Ryan’s proposal to allow private insurers to compete with Medicare would put the government program in a “death spiral,” by driving up its costs, Axelrod said on CNN. “Ultimately it’s going to destroy the program,” he said.
“The president already has taken steps that add eight years to the life of Medicare,” Axelrod said on the NBC program. “There’s no doubt that we have to do more, but the question is, are we going to do it in a way that preserves the program?”
Republicans said Ryan has shown leadership by proposing a budget plan that would save Medicare over time.
“If any person in this entire debate has blood on their hands with regard to Medicare, it’s President Obama,” Reince Priebus, chairman of the Republican National Committee, said on “Meet the Press.”
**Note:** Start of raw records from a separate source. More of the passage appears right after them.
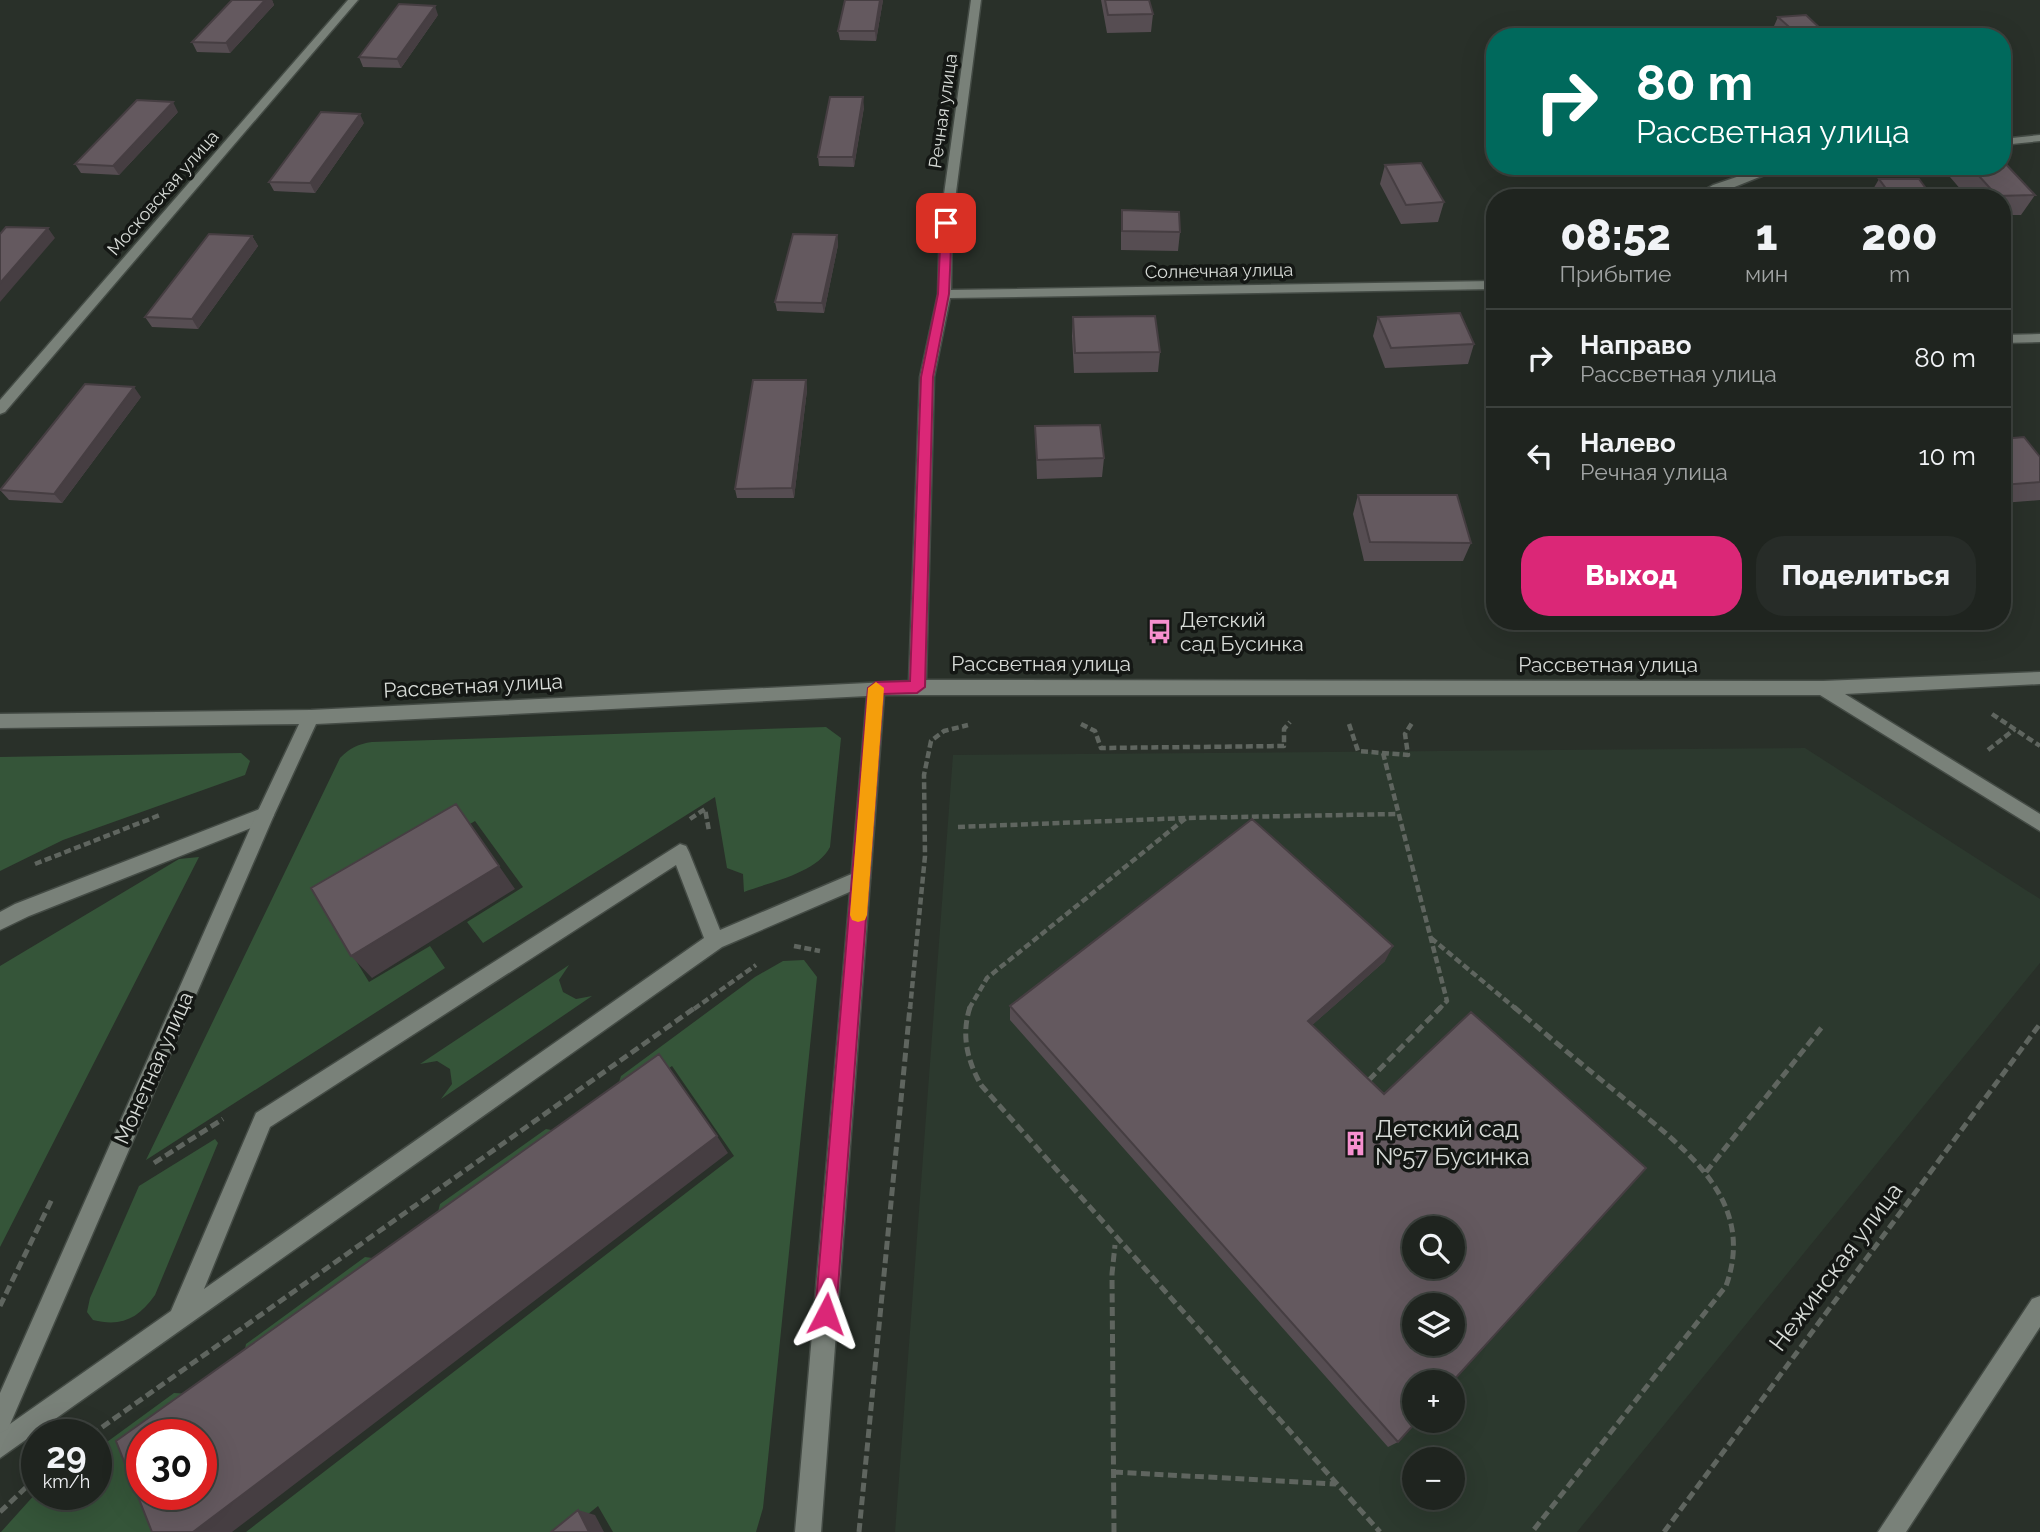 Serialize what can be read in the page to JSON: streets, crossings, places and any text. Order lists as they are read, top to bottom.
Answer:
{
  "streets": {
    "street": [
      "Речная улица",
      "Московская улица",
      "Солнечная улица",
      "Рассветная улица",
      "Монетная улица"
    ],
    "path": ["Нежинская улица"]
  },
  "crossings": [
    ["Речная улица", "Солнечная улица"],
    ["Речная улица", "Рассветная улица"],
    ["Рассветная улица", "Монетная улица"]
  ],
  "places": {
    "bus stop": ["Детский сад Бусинка"],
    "building": ["Детский сад №57 Бусинка"]
  },
  "page": {
    "turn": ["80 m", "Рассветная улица"],
    "eta": [
      "08:52",
      "Прибытие",
      "1",
      "мин",
      "200",
      "m"
    ],
    "list": [
      {
        "name": "Направо",
        "note": "Рассветная улица",
        "value": "80 m"
      },
      {
        "name": "Налево",
        "note": "Речная улица",
        "value": "10 m"
      }
    ],
    "buttons": ["Выход", "Поделиться"],
    "map_buttons": ["+", "−"],
    "speed": "29 km/h",
    "limit": "30"
  }
} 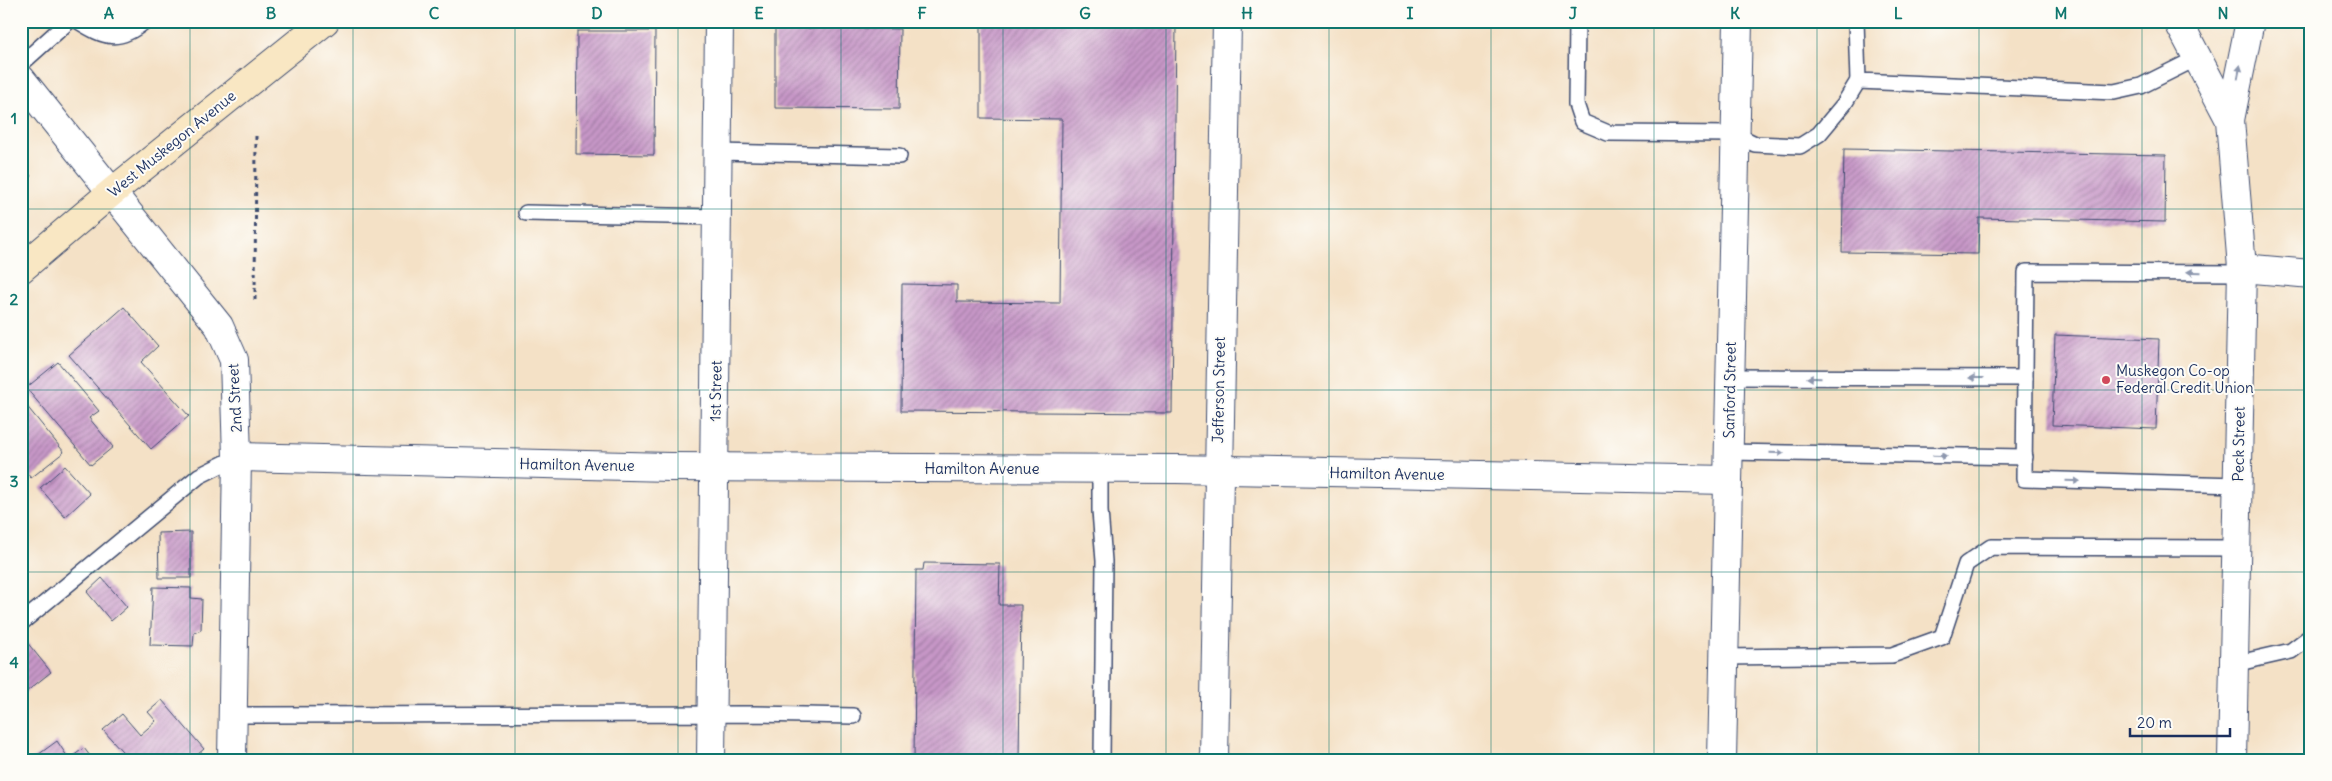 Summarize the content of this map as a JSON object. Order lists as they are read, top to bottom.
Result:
{
  "streets": {
    "main road": ["West Muskegon Avenue"],
    "street": [
      "Jefferson Street",
      "Sanford Street",
      "1st Street",
      "2nd Street",
      "Peck Street",
      "Hamilton Avenue"
    ]
  },
  "crossings": [
    ["West Muskegon Avenue", "2nd Street"],
    ["Jefferson Street", "Hamilton Avenue"],
    ["Sanford Street", "Hamilton Avenue"],
    ["1st Street", "Hamilton Avenue"],
    ["2nd Street", "Hamilton Avenue"]
  ],
  "places": ["Muskegon Co-op Federal Credit Union"],
  "scale_bar": "20 m",
  "grid": {
    "columns": [
      "A",
      "B",
      "C",
      "D",
      "E",
      "F",
      "G",
      "H",
      "I",
      "J",
      "K",
      "L",
      "M",
      "N"
    ],
    "rows": [
      "1",
      "2",
      "3",
      "4"
    ]
  }
}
Asked whether Romney backs all of Ryan’s budget proposals, Priebus said that while his party’s presumptive nominee “appreciates and admires” the work that Ryan has done, he also has his own ideas.
Axelrod disavowed an ad run by Priorities USA Action, a super-political action committee supporting Obama, that attacks Romney for actions by Bain Capital LLC, the Boston-based private-equity firm that the former Massachusetts governor once headed.
The ad links the closing of a Bain-owned plant to the loss of a steelworker’s health insurance and the death of his wife.
“I don’t think Governor Romney can be blamed for that woman’s death,” Axelrod said on the “ABC This Week” program. “What he can be blamed for is taking that steel company to bankruptcy, walking away with millions of dollars and leaving workers without pensions, without the health insurance they were promised.”
Former Minnesota Governor Tim Pawlenty, who also sought the Republican nomination and was a contender for the running-mate spot, said Obama should personally disavow the ad. “The president himself should have the basic decency to say, you know what, that ad’s out of bounds,” Pawlenty said on the ABC program.
Axelrod criticized Romney for accusing Obama in an ad of “taking the work requirement out of welfare.” Romney first made the statement Aug. 7 during a campaign stop in suburban Chicago, referring to a memo issued in July by the Department of Health and Human Services allowing states to apply for waivers from certain parts of the Temporary Assistance for Needy Families program.
Pawlenty said he and other governors sought flexibility in the work requirement. He said Obama should clarify that he’s not going to undermine the work requirement.